Code completion is a widely used tool that removes the element of repeatedly typing the same identifiers when writing code. With the use of different learning and ranking algorithms a code completion system constructs a list of possible completions given the first few characters of the identifier being written. This post presents an approach to improve the accuracy of the ranked candidate lists using historical data of the program being written. Different features are explored and tested in combination with the Perceptron and Logistic Regression Gradient Descent learning algorithms to find what bares the highest significance when predicting the identifier being typed. The experiments aim to prove that classification algorithms modified for rank calculation based on historical data could potentially improve code-completion systems for scripting languages such as Python.
What are the benefits of auto completion?

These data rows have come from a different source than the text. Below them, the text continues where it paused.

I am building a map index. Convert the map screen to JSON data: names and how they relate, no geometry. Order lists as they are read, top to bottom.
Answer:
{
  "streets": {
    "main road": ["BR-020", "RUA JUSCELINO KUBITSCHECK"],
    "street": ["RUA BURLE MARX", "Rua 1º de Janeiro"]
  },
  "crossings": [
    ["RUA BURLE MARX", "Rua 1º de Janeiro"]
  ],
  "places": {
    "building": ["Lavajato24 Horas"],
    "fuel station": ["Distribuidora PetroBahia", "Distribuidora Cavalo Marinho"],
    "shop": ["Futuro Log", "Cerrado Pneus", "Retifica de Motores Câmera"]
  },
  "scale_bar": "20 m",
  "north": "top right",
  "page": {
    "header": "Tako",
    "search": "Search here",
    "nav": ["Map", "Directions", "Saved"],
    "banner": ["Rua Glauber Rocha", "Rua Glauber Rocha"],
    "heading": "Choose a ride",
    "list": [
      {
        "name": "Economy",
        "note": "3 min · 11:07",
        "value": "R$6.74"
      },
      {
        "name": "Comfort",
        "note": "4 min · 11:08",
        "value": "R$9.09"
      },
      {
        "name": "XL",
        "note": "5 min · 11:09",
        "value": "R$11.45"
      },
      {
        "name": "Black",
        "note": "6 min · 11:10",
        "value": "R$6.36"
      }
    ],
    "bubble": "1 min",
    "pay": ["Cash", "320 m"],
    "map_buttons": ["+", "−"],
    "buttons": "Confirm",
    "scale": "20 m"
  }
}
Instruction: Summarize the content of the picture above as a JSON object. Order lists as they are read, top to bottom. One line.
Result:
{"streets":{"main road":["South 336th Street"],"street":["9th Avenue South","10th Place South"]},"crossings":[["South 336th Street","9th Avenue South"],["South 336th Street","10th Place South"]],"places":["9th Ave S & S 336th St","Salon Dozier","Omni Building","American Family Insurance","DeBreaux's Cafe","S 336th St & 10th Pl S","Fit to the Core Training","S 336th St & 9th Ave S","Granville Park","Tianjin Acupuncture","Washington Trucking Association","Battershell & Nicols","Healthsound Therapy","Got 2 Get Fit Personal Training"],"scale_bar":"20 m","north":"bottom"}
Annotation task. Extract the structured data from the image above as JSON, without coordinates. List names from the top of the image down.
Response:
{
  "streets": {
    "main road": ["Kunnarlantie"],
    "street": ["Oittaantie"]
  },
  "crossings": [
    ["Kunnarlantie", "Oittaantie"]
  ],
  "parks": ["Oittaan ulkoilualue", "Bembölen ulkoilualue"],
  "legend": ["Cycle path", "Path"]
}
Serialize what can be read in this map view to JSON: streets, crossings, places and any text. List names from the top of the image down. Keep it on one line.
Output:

Code completion is a widely used feature of modern IDEs. It is a tool that provides a list of suggested completions after typing in the first few characters of a word or in this case and identifiers. Its benefits are self-explanatory as it greatly reduces the number of actions needed to complete a line of code. Furthermore, code completion could help developers find the exact identifier that they need. For example, in a large software system one could easily forget the name chosen for a particular method, class or variable that needs to be used on the current line. With the suggestions the auto completion system provides, the developer can save time by not browsing through files to find the exact name of the identifier. Another benefit of code auto-completion is that it allows developers to write longer and more descriptive method names as they do not have to type the whole names when they use them. This provides the opportunity for someone new to start working on the system and rapidly explore the functionality of what has been written so far. Longer identifier names, generally, are a great way of making the code significantly more readable and understandable. Code auto-completion is also important for its ability to provide all implemented methods in different libraries of the language its being used on. For example, in Eclipse simply importing the
javax.swing.JPanel class and creating an object
p of the type
JPanel would provide all the methods I the JPanel class by typing a dot after the object name. Furthermore, almost all of the modern IDEs have this feature and many of them have already dealt with the problem of auto-completion in languages like Java.
Code auto-completion for Python
In Python, which is extensively used as a scripting language, it is significantly harder to implement auto-completion. As it is not necessary to give a class name before using any of the variables and the fact that one can write multiple class definitions in one file, the task of code auto-completion becomes fairly complicated. IDEs use the class name and the dot(.) symbol as a hint to where to look for a particular identifier. But if that hint was removed and the file or system being worked on is over 10 thousand lines of code consisting of thousands of identifiers it would be unreasonable to simply give an alphabetical ordered list of possible completions given the first few characters. Therefore, it would be highly beneficial to implement a ranking algorithm that would provide a list of solutions with the ones that it deems most significant to be on top.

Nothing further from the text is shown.